Multiscale Normalizing Flows for Gauge Theories
Authors
Ryan Abbott, Michael S. Albergo, Denis Boyda, Daniel C. Hackett, Gurtej Kanwar, Fernando Romero-López, Phiala E. Shanahan, Julian M. Urban
Abstract
Scale separation is an important physical principle that has previously enabled algorithmic advances such as multigrid solvers. Previous work on normalizing flows has been able to utilize scale separation in the context of scalar field theories, but the principle has been largely unexploited in the context of gauge theories. This work gives an overview of a new method for generating gauge fields using hierarchical normalizing flow models. This method builds gauge fields from the outside in, allowing different parts of the model to focus on different scales of the problem. Numerical results are presented for $U(1)$ and $SU(3)$ gauge theories in 2, 3, and 4 spacetime dimensions.
Concepts
The Big Picture
Imagine trying to paint a detailed landscape by starting with every individual brushstroke simultaneously. You’d miss the forest for the trees. Skilled painters rough in large shapes first, then add progressively finer detail. That same intuition turns out to apply to one of the most computationally demanding problems in modern physics: simulating the quantum vacuum of the universe.

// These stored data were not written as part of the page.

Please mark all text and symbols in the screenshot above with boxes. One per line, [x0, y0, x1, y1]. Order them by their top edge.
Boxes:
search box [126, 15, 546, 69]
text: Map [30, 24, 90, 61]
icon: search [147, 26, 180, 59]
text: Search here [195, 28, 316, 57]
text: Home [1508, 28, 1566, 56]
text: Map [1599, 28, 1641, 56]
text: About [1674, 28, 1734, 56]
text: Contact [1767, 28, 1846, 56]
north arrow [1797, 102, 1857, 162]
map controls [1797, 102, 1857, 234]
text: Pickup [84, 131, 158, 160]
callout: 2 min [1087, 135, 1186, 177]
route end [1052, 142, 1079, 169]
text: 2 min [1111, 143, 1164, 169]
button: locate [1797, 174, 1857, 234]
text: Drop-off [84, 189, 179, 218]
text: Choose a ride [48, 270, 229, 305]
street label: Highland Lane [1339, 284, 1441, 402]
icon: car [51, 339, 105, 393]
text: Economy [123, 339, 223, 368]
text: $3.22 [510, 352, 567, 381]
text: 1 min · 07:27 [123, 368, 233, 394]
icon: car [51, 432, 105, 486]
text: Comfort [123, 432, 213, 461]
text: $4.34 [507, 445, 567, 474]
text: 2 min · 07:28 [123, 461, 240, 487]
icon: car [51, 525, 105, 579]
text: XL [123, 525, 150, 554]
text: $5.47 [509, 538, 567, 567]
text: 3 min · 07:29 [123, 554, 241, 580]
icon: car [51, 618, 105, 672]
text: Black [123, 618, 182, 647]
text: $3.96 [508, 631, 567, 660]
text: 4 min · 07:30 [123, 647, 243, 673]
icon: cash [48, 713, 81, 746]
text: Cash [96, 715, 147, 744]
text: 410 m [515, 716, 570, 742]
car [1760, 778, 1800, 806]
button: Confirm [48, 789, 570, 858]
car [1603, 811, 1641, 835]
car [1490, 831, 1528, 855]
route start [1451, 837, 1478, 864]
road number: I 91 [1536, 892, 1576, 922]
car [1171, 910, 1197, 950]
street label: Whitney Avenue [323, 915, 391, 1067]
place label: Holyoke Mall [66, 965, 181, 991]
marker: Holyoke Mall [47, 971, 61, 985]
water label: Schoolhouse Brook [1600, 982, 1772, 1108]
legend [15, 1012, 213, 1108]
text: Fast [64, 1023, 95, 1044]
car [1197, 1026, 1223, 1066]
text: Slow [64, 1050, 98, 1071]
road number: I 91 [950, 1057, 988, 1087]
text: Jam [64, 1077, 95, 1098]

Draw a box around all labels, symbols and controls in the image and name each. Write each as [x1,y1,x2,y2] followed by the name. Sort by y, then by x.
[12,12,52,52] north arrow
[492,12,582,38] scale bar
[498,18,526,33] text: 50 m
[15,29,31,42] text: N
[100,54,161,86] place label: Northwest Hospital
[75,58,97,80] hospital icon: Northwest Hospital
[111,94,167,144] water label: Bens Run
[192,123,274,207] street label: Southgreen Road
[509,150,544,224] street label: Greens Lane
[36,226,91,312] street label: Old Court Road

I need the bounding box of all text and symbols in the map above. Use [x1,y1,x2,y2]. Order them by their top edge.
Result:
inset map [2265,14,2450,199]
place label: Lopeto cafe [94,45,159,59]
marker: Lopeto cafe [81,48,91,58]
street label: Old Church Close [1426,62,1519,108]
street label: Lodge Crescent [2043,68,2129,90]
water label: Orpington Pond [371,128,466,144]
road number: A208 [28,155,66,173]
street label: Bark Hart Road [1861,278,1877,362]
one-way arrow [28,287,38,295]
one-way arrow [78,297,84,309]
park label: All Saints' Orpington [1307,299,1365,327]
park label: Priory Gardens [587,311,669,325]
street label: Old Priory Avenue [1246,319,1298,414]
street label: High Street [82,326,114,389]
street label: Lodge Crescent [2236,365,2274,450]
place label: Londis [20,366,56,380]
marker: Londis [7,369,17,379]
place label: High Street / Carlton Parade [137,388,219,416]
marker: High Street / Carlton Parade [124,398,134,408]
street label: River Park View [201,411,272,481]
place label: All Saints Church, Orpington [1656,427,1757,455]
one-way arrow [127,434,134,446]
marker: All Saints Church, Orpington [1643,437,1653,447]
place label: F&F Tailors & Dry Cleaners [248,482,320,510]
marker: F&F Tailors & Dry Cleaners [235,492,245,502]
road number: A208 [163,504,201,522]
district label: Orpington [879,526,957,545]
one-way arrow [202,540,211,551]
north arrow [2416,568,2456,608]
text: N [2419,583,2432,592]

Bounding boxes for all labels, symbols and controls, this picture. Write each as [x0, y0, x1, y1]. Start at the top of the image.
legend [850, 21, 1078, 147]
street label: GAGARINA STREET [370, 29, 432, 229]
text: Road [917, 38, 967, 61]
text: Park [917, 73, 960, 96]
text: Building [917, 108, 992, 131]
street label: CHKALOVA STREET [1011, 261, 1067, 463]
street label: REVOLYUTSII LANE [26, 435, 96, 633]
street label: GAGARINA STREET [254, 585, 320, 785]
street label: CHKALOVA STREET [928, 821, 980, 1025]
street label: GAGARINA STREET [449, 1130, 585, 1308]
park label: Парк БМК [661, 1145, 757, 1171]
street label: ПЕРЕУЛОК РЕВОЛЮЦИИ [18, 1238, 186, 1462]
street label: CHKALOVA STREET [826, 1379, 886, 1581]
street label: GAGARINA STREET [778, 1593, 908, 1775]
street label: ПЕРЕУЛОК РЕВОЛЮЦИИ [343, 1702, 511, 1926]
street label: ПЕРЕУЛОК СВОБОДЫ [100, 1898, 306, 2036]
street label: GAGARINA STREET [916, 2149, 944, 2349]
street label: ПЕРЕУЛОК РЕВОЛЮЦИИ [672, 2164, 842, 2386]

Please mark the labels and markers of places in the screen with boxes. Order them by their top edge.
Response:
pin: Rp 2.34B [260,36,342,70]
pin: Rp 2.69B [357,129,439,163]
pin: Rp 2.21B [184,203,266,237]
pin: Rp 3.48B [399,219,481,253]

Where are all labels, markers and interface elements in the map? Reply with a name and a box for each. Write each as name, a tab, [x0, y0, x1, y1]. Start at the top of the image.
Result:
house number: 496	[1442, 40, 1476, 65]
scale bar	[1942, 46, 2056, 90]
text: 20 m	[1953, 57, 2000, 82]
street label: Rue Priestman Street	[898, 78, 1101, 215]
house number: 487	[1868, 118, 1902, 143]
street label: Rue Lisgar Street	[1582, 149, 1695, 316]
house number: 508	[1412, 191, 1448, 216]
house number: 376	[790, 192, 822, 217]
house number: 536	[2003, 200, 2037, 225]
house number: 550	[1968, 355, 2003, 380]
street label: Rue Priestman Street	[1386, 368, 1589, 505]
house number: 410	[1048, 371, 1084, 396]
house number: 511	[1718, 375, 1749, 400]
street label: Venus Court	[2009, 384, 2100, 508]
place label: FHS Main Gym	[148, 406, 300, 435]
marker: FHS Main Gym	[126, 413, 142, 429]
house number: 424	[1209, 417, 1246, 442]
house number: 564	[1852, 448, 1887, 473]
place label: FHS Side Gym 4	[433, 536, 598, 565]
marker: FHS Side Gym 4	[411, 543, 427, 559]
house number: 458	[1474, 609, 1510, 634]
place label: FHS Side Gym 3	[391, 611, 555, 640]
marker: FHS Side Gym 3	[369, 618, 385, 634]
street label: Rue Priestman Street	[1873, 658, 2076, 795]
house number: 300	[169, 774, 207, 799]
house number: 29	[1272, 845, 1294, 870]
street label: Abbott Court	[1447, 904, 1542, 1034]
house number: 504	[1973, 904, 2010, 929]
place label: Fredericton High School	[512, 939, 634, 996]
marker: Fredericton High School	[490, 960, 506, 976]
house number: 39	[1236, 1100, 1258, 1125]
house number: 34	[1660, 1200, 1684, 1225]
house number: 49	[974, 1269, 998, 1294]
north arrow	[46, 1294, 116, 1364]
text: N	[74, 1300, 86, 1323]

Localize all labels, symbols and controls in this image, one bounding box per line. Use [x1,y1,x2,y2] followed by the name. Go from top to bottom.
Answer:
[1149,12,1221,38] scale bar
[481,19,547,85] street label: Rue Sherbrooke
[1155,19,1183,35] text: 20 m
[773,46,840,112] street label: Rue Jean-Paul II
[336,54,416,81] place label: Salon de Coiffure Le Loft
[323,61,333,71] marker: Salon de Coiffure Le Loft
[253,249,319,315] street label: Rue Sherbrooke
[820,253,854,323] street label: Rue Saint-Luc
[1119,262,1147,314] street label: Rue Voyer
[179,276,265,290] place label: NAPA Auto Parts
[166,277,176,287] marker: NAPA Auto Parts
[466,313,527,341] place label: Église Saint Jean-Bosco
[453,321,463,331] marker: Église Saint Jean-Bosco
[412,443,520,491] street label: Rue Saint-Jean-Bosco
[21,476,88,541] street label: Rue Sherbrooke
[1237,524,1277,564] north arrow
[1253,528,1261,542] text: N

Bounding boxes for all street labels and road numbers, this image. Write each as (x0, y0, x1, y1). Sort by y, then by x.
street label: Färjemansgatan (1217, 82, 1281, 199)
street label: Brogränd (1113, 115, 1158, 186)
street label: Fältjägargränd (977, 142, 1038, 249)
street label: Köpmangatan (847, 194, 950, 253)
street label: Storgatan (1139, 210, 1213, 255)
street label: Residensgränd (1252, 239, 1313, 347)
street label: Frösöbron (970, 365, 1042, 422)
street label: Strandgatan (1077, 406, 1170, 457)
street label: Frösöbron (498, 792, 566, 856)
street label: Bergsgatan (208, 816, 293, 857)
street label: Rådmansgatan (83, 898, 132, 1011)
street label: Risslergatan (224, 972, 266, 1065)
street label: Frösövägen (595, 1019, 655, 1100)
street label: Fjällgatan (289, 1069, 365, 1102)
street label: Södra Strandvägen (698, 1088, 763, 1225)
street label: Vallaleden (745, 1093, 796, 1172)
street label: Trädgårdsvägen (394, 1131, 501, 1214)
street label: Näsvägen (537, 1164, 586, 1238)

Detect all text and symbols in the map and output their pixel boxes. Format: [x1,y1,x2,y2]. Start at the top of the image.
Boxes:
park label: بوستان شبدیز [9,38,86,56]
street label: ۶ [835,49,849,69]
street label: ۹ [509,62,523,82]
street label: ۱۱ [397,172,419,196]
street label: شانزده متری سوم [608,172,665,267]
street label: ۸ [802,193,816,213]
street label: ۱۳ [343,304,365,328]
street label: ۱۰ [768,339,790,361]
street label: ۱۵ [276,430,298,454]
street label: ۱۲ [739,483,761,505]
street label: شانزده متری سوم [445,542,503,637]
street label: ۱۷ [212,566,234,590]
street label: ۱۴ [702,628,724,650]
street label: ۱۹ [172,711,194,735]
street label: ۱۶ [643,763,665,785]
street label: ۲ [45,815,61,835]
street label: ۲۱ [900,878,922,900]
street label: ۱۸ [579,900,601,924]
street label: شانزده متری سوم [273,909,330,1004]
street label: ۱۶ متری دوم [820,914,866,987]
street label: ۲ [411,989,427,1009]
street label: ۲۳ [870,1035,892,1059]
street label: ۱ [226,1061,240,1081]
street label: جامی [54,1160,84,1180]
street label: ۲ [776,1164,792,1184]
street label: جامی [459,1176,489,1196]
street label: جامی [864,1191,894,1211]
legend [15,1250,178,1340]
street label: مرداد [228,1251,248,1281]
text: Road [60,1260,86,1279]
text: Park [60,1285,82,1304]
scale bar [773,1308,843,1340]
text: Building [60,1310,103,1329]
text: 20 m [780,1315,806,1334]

Particle physicists studying the strong nuclear force need to simulate a gauge field, a mathematical object encoding how particles exert forces across space and time. These simulations run on discrete grids called lattices, and they suffer from a notorious computational pathology. As physicists push to finer lattice spacings, the simulations slow to a crawl, getting trapped in one configuration for millions of steps and barely exploring the range of states the theory actually predicts.
Machine learning promised a cure, but an important physical principle was left on the table: the idea that physics at different length scales can be separated and handled independently. A new paper from researchers at MIT, NYU, Fermilab, and partner institutions changes that. By building gauge fields coarse-to-fine in a principled hierarchy, their multiscale normalizing flow framework brings scale separation to non-Abelian gauge theories for the first time. These are the mathematically richer class of theories governing the actual strong force. Results span 2D toy models and four-dimensional SU(3), the specific mathematical group describing the strong force in nature.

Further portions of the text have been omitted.